By John Mecklin,
Published by Bulletin of Atomic Scientists, 17 January 2022
Since the launch of Sputnik and the so-called missile gap of the late 1950s, the United States and the Soviet Union (and later, Russia) have vied for space supremacy. Through much of the competition, prestige and propaganda value have played at least as large a role as space-faring hardware. Laika, the first dog in space, and Yuri Gagarin, the first man, were potent symbols of a wide-ranging Soviet challenge to American leadership. The United States fought back by orbiting Ham, the space chimp, and winning the race to the moon.
Russian and American space efforts have long been paralleled by less public efforts to use space for military purposes. The fearsome and obvious downsides of space-based warfare led to some early and fairly effective international agreements regulating military activities in space. Nuclear weapons and other weapons of mass destruction, for example, are not (as far as I know) stationed in orbit, thanks to the 1967 Outer Space Treaty.
Now, more than five decades later, more countries (and private companies) are using space for more purposes, the possibility of space conflict seems to be growing, and the regulations of an earlier era seem increasingly insufficient to the space reality of the 21st century. In November, Russia used a ground-launched missile to destroy one of its own satellites, creating thousands of pieces of debris that could have endangered the International Space Station. The action drew international condemnation.

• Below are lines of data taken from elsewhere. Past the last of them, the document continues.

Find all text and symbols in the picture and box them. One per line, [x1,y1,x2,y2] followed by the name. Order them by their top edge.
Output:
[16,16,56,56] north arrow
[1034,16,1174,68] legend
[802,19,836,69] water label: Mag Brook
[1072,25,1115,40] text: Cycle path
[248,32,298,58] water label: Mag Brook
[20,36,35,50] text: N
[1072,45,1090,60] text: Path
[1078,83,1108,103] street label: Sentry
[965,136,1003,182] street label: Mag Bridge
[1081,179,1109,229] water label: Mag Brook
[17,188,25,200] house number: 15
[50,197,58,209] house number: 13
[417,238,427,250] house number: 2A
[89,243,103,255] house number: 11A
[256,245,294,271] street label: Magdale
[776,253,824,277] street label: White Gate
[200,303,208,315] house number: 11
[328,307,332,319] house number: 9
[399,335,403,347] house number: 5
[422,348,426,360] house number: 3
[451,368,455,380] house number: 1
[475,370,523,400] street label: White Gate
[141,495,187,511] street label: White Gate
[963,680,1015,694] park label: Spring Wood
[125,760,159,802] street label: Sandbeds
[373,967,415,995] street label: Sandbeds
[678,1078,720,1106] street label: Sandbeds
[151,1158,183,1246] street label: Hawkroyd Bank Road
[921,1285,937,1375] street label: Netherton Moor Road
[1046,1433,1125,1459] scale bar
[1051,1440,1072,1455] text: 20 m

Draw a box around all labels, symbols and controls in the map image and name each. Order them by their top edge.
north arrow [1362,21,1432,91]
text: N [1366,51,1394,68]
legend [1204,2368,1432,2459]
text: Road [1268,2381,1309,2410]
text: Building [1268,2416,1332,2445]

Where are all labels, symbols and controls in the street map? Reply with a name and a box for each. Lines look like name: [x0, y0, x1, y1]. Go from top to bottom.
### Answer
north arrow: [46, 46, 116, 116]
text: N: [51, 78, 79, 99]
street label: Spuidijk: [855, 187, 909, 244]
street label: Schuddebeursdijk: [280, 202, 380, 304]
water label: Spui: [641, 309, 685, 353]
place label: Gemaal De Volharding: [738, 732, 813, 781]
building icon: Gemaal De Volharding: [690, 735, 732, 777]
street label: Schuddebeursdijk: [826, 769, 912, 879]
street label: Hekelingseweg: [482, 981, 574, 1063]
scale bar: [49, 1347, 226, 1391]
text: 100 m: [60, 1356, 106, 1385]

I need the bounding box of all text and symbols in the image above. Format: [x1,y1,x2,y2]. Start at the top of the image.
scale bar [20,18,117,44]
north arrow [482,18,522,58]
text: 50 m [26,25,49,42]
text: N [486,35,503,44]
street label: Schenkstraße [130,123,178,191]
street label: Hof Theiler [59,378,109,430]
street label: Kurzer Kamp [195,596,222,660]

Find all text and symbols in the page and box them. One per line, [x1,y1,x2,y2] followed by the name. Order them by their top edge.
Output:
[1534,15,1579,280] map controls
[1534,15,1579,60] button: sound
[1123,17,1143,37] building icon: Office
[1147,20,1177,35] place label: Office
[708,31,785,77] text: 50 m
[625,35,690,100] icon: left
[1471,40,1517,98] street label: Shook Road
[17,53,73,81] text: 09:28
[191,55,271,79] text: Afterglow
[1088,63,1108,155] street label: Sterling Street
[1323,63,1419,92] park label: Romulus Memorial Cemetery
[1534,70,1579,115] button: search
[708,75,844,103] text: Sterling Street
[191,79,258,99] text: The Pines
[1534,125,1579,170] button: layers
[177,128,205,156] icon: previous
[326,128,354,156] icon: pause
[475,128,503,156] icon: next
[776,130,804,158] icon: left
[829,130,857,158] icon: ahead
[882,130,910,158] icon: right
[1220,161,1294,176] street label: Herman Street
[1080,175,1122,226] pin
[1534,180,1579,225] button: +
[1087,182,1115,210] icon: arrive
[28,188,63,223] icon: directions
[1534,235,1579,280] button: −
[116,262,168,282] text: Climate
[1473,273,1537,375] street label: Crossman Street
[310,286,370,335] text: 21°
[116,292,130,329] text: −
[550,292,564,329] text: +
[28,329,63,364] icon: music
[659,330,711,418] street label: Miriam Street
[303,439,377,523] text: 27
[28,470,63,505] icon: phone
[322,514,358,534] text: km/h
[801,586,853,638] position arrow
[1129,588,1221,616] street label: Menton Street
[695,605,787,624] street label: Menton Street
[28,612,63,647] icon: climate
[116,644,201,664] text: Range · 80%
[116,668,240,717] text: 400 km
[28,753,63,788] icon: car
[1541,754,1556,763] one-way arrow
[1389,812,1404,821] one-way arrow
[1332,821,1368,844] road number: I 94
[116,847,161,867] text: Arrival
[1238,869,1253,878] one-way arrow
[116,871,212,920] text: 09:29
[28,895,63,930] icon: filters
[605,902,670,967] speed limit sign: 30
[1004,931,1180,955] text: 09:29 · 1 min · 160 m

But the Russian anti-satellite missile test was hardly the first, and it is only one of many efforts, by many countries (including, notably, China) that suggest competition in space is increasing as space technologies and capabilities advance. To lead off this issue on this 21st century space race, I spoke to Robert Latiff, a retired US Air Force major general and Bulletin Science and Security Board member, about the worsening international security situation as countries jockey for both advantage in space. Latiff, who has served on the staffs of US Air Force Headquarters and the Secretary of the Air Force, summed that situation up in this way: “I guess the point is that there’s a lot of aggressive, sort of threatening language that’s out there. So it’s a lot more, seems to be anyway, a lot more dangerous.”
In their article, “Cis-lunar space and the security dilemma,” University of British Columbia space law experts Michael Byers and Aaron Boley explain how and why the United States is planning to expand its military space activities from Earth orbit into the vast region between Earth’s geosynchronous orbit and the moon. If that move into the area known as “cis-lunar space” does occur, they argue, the militaries of other countries will surely follow—unless an agreement to demilitarize the area is reached.
The dangers of conflict in space are vividly displayed in “A China-US war in space: The after-action report,” an analysis of a complex space war game involving China, the United States, and their allies or client states conducted by the Nonproliferation Policy Education Center. Written by NPEC executive director Henry Sokolski, this piece explains why, in the near and medium term, space war could occur—but probably won’t be waged between entirely dedicated military systems. More likely, it will involve ground- and space-based threats—including laser satellite trackers, commercial space surveillance systems, space debris-removing satellites, and refueling spacecraft—that have legitimate civilian uses but can be flipped to conduct military missions.
Indeed, the rise of the private sector in space has complicated the security situation for space-faring nations. As Victoria Samson of the Secure World Foundation notes in “The complicating role of the private sector in space,” there are some 4,800 active satellites in orbit around Earth, and 1,850 of them belong to Elon Musk’s SpaceX’s Starlink internet service.
And this is only the first wave; there are, Samson writes, plans for mega-constellations that could wind up putting more than 100,000 new satellites in low Earth orbit. Even a small fraction of that number will force a fundamental shift: Musk and other wealthy private sector space cowboys will become major players in space, and some countries—including, particularly, Russia—may feel threatened by the change. “It is important to work to develop new governance of space to meet the emerging needs of this ecosystem. Otherwise,” Samson writes in understated prose, “we run the risk of inadvertent escalation and even conflict in space that can extend down to Earth.”
As an old television series and the exploits of the early human, chimp, and canine astronauts remind us, space can be an inspiring frontier. It has already provided new and almost magical capabilities in communications, navigation, and the monitoring of natural resources and the climate that could expand vastly, for the good of all, if space is managed as a cooperative commons rather than a potential field of battle. “There ought to be some understanding that those things are there for the good of mankind,” Latiff told me. “We’re not talking just about war-fighting and national security here.”